You’re looking for a way to simplify or reduce your monthly credit card payments, and consolidation seems to fit the bill.
Determining the optimal method for YOU hinges on factors such as your debt load, your financial situation, and your credit history. Let’s explore your options.
To determine the best way to consolidate credit card debt, let’s start here. Credit counseling organizations assess your finances and huddle with you to establish a plan to get you in better shape. You also get advice about debt and money management, budgeting, and credit issues.
The organization will likely work with your credit card issuers to establish a debt management plan that calls for you to make a single payment to the organization monthly. The organization will then allocate those funds to your creditors. It’s also possible to have your counselor try to get lower interest rates or to have some fees waived.
You may have to pay the company a small monthly service fee, and some programs prohibit you from applying for new credit or using existing credit while you’re enrolled.
Get a Personal Loan
For credit card debt consolidation, consider applying for a personal loan. This financial strategy can streamline your bill-paying, since you only have a single monthly payment to worry about. No more juggling and keeping track of multiple bills of varying amounts and due dates.
Good credit can qualify you for a lower interest rate than what you’re now paying. In fact, getting a better rate is the only way the strategy makes sense. Some lenders will pay your card issuers themselves to eliminate the risk of you blowing the money – and worsening your situation. For the same reason, you should only seek a loan large enough to cover the debts you wish to consolidate.
With some lenders, particularly those online, you can prequalify, meaning you can get some idea of what you qualify for without a hard credit inquiry, which affects your credit rating. Be mindful, though, that you may face origination fees, which could offset some of the savings you’ll reap through consolidation.
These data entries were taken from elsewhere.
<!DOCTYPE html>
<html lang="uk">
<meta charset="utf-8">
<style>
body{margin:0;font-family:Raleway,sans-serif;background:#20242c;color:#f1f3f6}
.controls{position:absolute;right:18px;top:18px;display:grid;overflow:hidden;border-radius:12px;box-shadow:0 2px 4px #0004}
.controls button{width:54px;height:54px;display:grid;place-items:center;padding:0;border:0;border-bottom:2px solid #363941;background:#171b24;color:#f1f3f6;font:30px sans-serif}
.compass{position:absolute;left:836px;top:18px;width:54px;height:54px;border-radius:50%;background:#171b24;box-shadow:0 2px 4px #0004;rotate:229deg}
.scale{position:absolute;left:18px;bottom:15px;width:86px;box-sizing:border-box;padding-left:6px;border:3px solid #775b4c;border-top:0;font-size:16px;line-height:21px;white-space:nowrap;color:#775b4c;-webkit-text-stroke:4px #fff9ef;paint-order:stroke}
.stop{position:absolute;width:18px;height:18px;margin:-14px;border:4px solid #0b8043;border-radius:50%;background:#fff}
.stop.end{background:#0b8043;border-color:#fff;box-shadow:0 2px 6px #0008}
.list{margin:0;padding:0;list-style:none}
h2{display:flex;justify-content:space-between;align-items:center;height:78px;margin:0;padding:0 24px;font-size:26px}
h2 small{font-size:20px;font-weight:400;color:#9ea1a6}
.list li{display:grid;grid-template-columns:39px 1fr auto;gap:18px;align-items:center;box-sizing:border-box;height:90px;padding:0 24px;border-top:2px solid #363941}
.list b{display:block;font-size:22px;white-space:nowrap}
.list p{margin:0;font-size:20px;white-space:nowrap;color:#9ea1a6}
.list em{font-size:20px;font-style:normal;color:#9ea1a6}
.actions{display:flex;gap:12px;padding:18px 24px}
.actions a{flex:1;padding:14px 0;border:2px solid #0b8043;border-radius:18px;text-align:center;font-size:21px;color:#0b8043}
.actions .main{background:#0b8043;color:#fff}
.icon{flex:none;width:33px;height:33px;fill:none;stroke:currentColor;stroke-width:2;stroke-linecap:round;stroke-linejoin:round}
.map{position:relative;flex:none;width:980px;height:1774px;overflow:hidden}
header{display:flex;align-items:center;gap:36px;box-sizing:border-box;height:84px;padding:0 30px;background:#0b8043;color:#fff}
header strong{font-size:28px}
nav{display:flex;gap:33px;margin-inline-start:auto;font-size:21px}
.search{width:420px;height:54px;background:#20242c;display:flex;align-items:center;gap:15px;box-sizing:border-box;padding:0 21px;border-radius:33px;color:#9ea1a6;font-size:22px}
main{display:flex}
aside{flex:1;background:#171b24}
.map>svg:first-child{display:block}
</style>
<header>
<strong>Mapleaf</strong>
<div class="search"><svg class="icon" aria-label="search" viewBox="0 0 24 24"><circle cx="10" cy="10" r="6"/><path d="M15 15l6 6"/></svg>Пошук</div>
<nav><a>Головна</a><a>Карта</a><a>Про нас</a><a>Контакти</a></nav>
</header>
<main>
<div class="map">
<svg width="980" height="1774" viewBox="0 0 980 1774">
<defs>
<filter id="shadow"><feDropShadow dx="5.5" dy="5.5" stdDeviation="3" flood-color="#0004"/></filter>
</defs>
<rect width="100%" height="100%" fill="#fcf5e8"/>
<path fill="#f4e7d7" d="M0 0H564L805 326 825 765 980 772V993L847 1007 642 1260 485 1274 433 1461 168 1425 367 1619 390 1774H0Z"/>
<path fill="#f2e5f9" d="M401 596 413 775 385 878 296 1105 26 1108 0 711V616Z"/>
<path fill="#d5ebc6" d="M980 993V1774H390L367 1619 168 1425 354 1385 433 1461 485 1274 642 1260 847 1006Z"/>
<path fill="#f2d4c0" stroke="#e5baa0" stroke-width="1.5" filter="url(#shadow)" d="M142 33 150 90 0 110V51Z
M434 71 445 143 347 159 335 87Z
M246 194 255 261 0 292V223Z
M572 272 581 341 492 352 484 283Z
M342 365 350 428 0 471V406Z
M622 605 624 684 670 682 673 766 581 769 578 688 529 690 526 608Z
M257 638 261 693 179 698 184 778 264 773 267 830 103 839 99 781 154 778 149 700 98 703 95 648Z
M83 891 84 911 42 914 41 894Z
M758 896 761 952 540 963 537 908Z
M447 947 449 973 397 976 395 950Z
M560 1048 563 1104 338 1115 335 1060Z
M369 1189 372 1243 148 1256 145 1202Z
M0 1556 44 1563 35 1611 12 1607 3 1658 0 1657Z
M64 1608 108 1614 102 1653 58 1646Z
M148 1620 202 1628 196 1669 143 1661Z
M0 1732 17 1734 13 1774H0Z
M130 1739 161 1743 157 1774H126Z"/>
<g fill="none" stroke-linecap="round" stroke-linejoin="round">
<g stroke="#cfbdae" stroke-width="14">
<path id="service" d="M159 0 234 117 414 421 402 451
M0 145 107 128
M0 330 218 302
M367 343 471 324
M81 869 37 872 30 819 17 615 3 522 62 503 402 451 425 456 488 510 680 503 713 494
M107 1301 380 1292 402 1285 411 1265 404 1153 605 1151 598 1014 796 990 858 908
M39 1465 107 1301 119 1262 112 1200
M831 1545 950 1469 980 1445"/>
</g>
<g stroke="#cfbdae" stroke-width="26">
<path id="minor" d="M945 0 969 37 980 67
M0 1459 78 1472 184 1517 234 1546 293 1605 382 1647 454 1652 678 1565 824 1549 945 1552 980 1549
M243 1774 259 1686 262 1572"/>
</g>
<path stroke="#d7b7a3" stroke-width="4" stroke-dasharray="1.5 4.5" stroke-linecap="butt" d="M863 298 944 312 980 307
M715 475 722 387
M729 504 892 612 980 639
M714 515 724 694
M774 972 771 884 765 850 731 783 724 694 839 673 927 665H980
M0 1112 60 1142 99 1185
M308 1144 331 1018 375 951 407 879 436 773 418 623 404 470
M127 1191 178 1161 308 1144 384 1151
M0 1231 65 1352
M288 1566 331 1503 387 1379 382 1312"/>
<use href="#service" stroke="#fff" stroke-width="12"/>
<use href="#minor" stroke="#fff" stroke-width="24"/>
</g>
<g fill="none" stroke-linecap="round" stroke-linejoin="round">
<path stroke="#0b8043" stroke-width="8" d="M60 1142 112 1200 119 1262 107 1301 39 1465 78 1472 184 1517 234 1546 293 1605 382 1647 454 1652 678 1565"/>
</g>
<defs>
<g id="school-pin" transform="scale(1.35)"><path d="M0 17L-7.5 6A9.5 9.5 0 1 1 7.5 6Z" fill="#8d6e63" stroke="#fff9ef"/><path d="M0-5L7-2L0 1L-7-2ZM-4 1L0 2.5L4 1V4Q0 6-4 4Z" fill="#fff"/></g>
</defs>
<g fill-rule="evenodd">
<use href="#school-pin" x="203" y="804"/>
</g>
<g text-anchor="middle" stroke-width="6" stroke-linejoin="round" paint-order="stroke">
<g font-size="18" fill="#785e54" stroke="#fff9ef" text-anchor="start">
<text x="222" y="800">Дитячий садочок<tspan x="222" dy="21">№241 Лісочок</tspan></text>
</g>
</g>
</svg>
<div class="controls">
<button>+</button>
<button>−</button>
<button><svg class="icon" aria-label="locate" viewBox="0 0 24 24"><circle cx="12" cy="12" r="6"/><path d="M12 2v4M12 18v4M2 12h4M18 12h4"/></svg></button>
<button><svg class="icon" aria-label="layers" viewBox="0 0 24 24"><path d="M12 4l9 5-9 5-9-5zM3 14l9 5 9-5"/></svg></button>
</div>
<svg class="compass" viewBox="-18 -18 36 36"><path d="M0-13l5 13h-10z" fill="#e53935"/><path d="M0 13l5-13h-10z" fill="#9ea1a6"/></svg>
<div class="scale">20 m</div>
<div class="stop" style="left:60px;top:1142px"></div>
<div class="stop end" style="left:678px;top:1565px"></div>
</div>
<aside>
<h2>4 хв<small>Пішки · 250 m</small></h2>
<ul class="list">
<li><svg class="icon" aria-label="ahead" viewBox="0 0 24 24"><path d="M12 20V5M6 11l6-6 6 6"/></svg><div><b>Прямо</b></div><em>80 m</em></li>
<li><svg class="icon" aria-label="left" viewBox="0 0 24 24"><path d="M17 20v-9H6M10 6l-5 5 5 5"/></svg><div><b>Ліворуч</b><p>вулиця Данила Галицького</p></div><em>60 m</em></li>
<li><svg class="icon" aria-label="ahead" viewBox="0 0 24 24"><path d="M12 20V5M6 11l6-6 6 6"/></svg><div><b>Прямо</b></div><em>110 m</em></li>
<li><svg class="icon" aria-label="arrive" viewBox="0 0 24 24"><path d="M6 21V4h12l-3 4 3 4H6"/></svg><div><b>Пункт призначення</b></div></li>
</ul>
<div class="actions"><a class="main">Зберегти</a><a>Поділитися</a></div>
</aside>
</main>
Credit Card Balance Transfer
This strategy lets you consolidate high-interest credit card debts by shifting your balances to a card that offers, for a promotional period, a low APR or the gold standard: 0% interest. If you wipe clean your balances before the promotional period ends, you can save a lot of money on interest.
The proviso is that you need to be able to pay off your debts before the introductory period ends and interest rates jack back up. Also, you may have to pay a balance transfer fee, which contributes to your debt load. Also know that the amount you transfer can’t exceed your credit limit, which may not be high enough. What’s more, you also may be prohibited from transferring balances between cards that have the same issuer.
Home Equity Loan
This strategy allows you to borrow against your home’s equity and use the proceeds to consolidate and pay off your debts. It may appear to be a great option since such loans usually carry relatively low-interest rates – lower than personal loans and credit cards. However, this method is fraught since defaulting on your payments means the lender can take your home, which you’ve put up as collateral.
So, what is the best way to consolidate debt? As we’ve discussed, it depends. The important thing is that you have options. Take a close look at your financial situation – and make the right choice for you.